Managing the transportation of goods is also important as road freight accounts for more than 30% of the UK domestic transport emissions, yet implementing successful change within this area is fraught with difficulties. Not only are the logistics of organising freight partnerships extremely complex and time consuming, but accurately measuring transport emissions baselines can also be problematic. Furthermore, alternative, less energy intensive modes of transport are often not sufficiently effective and can require significant investment to adapt the infrastructure.

Nevertheless, as freight volumes continue to grow and transport emissions and congestion increase, the pressure for companies to tackle their transport footprint is also escalating, both through legislative targets and pressure from customers. Therefore embarking on collaborative external partnerships and establishing load consolidations should be high on a FMCG company’s agenda. Employing a solution provider such as Wincanton could help organisations to really tackle these types of challenges.

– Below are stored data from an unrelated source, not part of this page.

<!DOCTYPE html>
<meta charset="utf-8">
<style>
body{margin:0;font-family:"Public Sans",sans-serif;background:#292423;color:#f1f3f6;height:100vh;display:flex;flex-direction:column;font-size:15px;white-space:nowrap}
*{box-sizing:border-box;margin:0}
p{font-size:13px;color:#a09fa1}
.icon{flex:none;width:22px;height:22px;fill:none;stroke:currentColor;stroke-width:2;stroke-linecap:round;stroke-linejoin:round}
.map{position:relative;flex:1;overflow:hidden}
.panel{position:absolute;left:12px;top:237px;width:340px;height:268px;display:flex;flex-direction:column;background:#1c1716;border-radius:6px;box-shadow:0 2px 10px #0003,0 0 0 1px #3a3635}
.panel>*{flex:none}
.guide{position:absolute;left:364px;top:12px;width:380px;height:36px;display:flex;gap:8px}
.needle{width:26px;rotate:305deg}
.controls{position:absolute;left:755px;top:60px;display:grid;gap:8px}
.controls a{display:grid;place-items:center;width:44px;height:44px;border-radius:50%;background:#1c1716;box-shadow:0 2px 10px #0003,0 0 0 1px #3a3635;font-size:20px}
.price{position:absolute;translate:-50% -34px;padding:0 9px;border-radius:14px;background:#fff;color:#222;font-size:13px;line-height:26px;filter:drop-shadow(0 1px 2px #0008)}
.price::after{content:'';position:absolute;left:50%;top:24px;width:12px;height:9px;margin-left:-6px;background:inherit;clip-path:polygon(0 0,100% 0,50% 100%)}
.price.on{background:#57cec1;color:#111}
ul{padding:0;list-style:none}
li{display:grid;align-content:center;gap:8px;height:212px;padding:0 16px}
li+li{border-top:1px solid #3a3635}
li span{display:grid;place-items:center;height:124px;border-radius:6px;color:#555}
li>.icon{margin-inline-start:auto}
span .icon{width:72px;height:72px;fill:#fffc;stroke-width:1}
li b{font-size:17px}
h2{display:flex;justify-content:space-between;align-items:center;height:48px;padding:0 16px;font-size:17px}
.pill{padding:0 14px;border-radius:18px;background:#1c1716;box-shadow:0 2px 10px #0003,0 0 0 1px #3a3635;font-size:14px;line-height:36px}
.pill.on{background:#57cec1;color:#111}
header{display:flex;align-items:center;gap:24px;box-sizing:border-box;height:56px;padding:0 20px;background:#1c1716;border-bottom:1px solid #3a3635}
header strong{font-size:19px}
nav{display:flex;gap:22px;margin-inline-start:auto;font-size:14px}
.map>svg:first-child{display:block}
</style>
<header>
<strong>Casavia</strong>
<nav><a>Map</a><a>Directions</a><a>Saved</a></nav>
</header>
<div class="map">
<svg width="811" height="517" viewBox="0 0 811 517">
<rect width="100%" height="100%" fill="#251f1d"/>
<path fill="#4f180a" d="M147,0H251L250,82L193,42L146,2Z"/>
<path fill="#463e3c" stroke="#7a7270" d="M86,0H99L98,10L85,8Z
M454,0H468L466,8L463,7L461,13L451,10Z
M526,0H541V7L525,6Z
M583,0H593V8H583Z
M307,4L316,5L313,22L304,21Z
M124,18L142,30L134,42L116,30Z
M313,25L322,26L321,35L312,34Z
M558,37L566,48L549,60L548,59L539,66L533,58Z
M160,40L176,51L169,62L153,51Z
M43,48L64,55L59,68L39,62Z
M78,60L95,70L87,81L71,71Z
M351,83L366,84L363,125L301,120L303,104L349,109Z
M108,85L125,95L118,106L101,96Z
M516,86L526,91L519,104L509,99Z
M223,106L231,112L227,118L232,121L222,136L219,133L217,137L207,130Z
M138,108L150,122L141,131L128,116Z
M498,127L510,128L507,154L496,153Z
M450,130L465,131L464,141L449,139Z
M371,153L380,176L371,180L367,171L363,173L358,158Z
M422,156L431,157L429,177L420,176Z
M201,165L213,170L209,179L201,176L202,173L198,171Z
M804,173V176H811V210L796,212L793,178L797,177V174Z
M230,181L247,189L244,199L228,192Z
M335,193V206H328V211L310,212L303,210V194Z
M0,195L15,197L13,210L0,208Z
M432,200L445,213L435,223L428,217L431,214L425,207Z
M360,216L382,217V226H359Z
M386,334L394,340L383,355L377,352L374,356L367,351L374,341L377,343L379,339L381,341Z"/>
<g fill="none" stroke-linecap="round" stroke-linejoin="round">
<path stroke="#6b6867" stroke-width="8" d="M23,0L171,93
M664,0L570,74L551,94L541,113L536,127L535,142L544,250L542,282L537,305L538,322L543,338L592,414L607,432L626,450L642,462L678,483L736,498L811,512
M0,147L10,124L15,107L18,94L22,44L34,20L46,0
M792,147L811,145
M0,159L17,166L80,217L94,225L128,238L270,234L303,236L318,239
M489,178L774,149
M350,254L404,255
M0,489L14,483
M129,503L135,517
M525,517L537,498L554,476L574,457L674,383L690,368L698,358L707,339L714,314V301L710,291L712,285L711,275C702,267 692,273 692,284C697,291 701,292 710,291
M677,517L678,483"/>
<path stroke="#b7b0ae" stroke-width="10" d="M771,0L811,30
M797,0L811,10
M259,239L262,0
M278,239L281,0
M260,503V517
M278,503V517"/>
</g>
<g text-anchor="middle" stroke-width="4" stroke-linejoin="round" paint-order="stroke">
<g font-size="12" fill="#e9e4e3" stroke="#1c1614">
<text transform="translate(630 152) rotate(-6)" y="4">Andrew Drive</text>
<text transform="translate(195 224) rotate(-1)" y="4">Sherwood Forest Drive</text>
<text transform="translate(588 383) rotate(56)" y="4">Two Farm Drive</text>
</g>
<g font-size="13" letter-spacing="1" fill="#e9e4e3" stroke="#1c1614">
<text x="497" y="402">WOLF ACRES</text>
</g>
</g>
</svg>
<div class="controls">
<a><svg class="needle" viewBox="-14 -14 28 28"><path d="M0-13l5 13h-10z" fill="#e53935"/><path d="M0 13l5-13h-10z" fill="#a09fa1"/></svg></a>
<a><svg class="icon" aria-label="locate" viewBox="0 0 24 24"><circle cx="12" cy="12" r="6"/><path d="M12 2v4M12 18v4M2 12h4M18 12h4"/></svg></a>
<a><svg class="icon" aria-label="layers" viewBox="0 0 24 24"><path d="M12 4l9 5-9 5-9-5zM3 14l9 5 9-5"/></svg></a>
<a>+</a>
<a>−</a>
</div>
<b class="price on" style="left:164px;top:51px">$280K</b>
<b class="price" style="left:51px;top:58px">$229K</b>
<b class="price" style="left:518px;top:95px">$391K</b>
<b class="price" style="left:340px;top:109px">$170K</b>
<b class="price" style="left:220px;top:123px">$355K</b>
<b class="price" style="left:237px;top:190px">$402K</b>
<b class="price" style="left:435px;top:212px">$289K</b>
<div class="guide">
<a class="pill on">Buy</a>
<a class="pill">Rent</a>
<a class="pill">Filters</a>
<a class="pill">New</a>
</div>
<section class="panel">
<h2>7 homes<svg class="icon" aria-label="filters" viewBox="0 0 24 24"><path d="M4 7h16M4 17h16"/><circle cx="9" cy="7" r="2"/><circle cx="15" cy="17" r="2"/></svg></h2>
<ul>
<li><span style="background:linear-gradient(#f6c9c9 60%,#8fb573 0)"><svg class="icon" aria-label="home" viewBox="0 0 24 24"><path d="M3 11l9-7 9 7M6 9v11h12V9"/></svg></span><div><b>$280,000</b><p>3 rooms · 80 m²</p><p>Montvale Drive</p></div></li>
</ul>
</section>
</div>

These more complicated and long-term strategies take a significant amount of time and investment to effectively implement. However, carbon offsetting is not only a valid and proven way to balance your carbon footprint whilst a company waits for the fruition of its internal abatement measures, but it can also internalise the cost of carbon. Buying offsets to cover the footprint of individual brands or products can encourage behavioural change and support for environmental schemes at a regional level. What’s more, not even the most ambitious of environmental policies will result in a zero-carbon enterprise. Carbon offsetting provides the opportunity to offset unavoidable emissions whilst also providing marketing opportunities in terms of promoting the sustainable and community benefits that a great many offset projects provide.

Standards have been set up to provide assurances to buyers that the emissions reductions generated by a particular project are indeed real, quantifiable and additional. There are many credible standards in the market, including the UN developed Clean Development Mechanism (CDM), Voluntary Carbon Standard (VCS) and Gold Standard (GS). These provide high quality, independently verified assessment, not only of the emissions reductions produced by a project but also its impact on the local environment and any associated sustainable co-benefits. To ensure the purchase of high quality carbon offsets, it is imperative that companies pursue offsets that have been subjected to rigorous third party monitoring and verification procedures. It is also useful to source carbon credits from a reputable offset supplier who can offer transparent pricing and enhance the marketing of your investment through various media, such as photos and testimonials.

It is essential for companies within the FMCG sector to reduce their carbon intensity. They have the power to not only evoke a real change in consumer purchasing behaviour, but to also make significant savings from reduced operational expenditure and energy costs whilst improving their brand perception and mitigating against the risk of impending regulation.